_Limits to the employee’s right to criticize

By Paola Gobbi and Silvia Fumagalli

Just a few days ago, the Court of Cassation released the motivations behind an interesting ruling on the limits of the employees’ “right to criticize”. Such ruling results even more interesting if we stop and think about the new digital channels that give everybody the opportunity to express their own opinions and judgments, potentially reaching out an indefinite number of people.

The case, decided by the Court on January 18, 2019 (ruling no. 1379/2019), dealt with the dismissal of an employee who was charged with submitting a letter to the press accusing its company’s board of director of mismanagement acts, aimed to facilitate the competitors.

After reaffirming the existence of the employees’ right to criticize, the Court added that it is always necessary to verify if such right has been exercised respecting three fundamental limits, the same that apply to the right to chronicle.

According to the first limit, so-called “substantial continence limit”, the employee, when moving a critic, shall verify that the facts “narrated” are correspondent to truth: it does not mean that such facts shall be incontrovertibly true, but it means that the employee believes such facts are true after a careful evaluation.
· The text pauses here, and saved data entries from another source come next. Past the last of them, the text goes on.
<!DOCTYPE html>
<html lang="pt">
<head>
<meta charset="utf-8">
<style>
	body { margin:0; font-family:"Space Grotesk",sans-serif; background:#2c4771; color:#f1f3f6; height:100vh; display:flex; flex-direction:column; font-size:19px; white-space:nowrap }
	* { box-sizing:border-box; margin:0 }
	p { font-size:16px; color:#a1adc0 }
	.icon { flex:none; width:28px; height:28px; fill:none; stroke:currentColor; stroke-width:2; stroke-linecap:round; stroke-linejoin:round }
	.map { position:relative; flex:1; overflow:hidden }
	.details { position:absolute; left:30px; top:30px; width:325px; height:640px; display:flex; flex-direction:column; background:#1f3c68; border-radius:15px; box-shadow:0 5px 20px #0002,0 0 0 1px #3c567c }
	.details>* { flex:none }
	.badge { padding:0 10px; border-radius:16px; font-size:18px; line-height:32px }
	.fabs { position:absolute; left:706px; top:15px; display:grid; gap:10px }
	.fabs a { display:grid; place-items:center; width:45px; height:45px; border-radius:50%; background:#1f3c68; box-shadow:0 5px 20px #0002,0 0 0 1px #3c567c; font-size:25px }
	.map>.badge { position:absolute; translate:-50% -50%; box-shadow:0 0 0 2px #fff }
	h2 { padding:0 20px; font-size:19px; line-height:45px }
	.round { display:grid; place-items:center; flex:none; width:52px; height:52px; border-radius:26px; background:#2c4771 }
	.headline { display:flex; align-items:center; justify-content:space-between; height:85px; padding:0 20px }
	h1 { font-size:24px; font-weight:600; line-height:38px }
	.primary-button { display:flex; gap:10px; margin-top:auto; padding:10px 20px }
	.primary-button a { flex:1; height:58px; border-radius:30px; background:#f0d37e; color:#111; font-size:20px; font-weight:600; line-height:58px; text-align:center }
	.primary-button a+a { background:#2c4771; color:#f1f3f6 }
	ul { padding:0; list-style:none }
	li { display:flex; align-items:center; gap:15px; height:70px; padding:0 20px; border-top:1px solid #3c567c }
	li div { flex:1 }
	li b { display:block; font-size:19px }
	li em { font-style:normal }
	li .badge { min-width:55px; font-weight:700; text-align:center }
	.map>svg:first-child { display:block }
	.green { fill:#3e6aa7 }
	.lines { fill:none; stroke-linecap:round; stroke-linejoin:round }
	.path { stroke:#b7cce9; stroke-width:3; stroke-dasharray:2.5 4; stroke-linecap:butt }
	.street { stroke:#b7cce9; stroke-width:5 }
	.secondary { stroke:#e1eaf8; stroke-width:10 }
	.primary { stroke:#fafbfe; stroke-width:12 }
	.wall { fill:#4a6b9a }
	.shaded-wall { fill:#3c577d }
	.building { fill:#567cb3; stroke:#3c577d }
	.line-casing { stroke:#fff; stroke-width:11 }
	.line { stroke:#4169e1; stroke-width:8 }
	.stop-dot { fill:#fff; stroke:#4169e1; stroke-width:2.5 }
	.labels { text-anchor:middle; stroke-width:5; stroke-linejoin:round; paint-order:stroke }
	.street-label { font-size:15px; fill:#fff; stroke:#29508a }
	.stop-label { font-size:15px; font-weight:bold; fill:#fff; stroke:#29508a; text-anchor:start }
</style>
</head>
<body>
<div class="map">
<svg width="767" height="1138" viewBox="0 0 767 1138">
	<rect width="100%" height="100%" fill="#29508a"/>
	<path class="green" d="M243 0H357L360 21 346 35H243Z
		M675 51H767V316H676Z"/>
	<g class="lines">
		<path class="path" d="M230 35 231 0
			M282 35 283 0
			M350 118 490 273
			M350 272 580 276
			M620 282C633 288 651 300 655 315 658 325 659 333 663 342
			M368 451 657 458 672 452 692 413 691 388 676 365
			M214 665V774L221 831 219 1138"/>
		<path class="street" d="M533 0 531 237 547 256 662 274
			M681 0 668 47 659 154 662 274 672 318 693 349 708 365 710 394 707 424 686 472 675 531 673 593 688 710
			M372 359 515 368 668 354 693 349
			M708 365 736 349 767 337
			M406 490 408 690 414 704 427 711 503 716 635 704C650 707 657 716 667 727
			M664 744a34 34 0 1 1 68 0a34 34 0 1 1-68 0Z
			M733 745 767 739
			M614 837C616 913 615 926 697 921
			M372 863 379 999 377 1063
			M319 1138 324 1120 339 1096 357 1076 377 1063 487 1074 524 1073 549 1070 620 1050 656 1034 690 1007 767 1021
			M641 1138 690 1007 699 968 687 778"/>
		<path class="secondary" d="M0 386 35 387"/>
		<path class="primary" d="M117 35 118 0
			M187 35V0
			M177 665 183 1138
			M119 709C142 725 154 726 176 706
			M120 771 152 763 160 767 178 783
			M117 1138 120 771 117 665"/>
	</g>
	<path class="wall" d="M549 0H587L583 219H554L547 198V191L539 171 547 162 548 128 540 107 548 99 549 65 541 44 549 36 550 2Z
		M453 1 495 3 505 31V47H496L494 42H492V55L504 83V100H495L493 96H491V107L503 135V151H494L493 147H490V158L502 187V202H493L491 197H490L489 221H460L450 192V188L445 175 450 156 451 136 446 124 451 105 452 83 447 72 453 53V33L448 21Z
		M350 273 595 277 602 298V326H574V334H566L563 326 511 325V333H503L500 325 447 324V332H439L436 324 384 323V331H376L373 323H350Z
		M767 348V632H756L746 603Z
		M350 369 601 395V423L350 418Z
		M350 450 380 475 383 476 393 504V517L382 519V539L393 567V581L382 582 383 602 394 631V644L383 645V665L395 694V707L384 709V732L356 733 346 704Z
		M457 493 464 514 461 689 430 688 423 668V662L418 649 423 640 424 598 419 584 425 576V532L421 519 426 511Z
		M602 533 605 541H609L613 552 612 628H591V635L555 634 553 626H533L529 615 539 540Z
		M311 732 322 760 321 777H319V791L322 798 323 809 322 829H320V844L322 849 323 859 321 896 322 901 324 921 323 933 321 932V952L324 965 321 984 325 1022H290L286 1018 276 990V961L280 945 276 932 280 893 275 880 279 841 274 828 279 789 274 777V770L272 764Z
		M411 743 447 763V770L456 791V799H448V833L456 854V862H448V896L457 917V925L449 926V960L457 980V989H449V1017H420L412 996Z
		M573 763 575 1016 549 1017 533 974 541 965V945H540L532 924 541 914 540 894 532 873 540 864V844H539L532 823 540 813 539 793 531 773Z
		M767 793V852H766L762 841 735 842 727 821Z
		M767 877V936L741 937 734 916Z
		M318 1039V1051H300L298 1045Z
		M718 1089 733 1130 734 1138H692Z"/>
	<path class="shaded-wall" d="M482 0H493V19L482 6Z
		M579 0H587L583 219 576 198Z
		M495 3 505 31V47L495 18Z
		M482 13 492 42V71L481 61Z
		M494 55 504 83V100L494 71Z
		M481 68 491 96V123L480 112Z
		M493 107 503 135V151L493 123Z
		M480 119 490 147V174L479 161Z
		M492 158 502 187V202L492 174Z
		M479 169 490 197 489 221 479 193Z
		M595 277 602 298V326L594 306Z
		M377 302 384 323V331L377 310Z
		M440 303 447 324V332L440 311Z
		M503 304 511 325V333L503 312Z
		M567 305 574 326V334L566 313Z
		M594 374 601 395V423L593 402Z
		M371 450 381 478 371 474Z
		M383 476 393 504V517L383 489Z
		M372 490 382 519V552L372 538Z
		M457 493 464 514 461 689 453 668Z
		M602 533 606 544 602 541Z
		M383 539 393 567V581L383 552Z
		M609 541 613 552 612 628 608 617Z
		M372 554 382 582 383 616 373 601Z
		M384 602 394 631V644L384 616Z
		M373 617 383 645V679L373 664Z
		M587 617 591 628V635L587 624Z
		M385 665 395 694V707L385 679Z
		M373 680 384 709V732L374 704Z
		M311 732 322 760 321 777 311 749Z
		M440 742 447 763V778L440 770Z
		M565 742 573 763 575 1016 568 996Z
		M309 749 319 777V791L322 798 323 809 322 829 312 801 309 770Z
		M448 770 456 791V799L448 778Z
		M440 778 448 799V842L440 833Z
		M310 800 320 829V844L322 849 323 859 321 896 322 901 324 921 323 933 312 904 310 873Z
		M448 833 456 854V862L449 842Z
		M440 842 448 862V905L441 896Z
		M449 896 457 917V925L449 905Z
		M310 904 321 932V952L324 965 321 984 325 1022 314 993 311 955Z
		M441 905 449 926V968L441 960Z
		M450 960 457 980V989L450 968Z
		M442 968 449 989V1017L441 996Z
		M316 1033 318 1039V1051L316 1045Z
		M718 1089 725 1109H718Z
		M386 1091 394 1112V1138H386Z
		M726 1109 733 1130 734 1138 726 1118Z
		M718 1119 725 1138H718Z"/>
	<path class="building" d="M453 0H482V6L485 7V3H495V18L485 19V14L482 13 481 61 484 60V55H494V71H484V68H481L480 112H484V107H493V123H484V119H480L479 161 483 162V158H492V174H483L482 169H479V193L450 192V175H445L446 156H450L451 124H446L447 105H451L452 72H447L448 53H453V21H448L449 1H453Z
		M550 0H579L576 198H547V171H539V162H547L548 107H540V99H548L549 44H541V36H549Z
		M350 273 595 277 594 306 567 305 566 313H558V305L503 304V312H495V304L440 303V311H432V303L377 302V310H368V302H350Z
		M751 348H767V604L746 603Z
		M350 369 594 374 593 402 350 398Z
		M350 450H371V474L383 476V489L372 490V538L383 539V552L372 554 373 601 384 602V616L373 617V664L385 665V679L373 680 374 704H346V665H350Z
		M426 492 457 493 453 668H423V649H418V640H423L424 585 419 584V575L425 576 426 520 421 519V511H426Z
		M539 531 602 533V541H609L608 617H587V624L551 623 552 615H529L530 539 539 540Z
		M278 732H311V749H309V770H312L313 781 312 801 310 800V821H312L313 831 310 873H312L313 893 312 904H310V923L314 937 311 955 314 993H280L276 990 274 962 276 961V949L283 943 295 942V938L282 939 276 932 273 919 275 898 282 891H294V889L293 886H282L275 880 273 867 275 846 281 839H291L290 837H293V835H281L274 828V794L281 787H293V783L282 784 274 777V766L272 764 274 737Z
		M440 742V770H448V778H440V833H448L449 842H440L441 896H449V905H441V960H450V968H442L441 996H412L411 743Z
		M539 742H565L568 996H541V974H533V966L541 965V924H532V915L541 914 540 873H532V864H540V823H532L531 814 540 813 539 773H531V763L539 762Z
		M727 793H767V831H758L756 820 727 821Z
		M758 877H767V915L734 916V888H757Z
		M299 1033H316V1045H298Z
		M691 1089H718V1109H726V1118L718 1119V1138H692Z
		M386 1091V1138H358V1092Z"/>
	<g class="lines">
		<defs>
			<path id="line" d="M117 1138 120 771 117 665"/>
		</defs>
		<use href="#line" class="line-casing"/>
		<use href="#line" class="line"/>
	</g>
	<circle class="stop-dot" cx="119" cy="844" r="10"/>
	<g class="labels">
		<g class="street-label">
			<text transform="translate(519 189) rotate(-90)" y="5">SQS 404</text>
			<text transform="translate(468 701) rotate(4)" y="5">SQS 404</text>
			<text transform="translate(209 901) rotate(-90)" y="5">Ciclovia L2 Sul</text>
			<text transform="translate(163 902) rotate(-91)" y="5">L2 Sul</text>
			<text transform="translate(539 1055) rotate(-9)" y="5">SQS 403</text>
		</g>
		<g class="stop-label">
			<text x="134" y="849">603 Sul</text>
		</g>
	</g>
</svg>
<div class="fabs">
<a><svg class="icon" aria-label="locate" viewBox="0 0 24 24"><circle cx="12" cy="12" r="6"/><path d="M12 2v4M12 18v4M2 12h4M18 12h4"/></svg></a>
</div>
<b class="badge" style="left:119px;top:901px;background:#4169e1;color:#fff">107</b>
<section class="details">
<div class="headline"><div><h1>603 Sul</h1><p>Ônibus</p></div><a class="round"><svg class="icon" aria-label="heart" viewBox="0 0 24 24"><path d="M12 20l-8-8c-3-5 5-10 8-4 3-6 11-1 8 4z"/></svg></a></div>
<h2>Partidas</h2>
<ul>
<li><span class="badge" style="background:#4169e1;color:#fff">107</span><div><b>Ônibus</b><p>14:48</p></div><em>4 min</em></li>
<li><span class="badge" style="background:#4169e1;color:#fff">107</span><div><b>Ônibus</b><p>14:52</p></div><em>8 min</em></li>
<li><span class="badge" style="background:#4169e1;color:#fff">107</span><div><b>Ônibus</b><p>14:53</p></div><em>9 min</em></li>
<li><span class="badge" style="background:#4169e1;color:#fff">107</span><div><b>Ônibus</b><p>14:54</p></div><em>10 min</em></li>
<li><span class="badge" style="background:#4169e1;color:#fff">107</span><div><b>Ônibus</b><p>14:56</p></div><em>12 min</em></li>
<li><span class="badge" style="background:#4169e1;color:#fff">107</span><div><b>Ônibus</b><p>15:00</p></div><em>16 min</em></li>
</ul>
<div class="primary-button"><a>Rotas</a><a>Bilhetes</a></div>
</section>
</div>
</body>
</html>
According to the second limit, so-called “formal continence limit”, the employee shall express its critics using only appropriate and moderate expressions, respectful of the others’ dignity, which means that all those expression that, also due to their vulgarity, affect the employer’s honor and the reputation shall be “banned”.

Finally, under the third limit, so-called “restraint limit”, the right to criticize can be legitimately exercised when another legal asset is at stake, as, for example, the working and company’s conditions.

If the employee violates such limits – even only one – the exercise of the right to critic cannot be considered a valid cause of justification for his behavior that (given the duty of loyalty toward the employer) can be deemed to irremediably breach the fiduciary duty (and so grounding a dismissal for just cause) or to represent a serious violation of the employee’s obligations an duties (and so grounding a dismissal for subjective justified reason).

The rules reiterated by the Court of Cassation shall be deemed to apply also in those cases, extremely common today, when the critic is expressed on the Social Networks or using other telematics channels: the fact that the employee is using a communication tool does not exonerate him from respecting the abovementioned conditions.

Moreover, the choice of using a channel that can potentially reach out an indefinite number of people (as, for instance, the Facebook’s wall) makes easier for the employee to exceed the abovementioned limits, which means that, most likely, his critics will be read as a mocking toward his employer which might breach his honor and reputation. The employer, in the light of the circumstances of the case, might deem that the employee’s behavior represent a serious violation of his loyalty duty and sanction him with a dismissal for just cause (see also Court of Cassation, ruling no. 2018/10280).

In conclusion, when an employer gets criticized, he shall evaluate if the critics exceed the abovementioned limits and, in the most serious cases, he can proceed sanctioning his employee’s behavior with a dismissal. Employees, beware: “silence is golden”.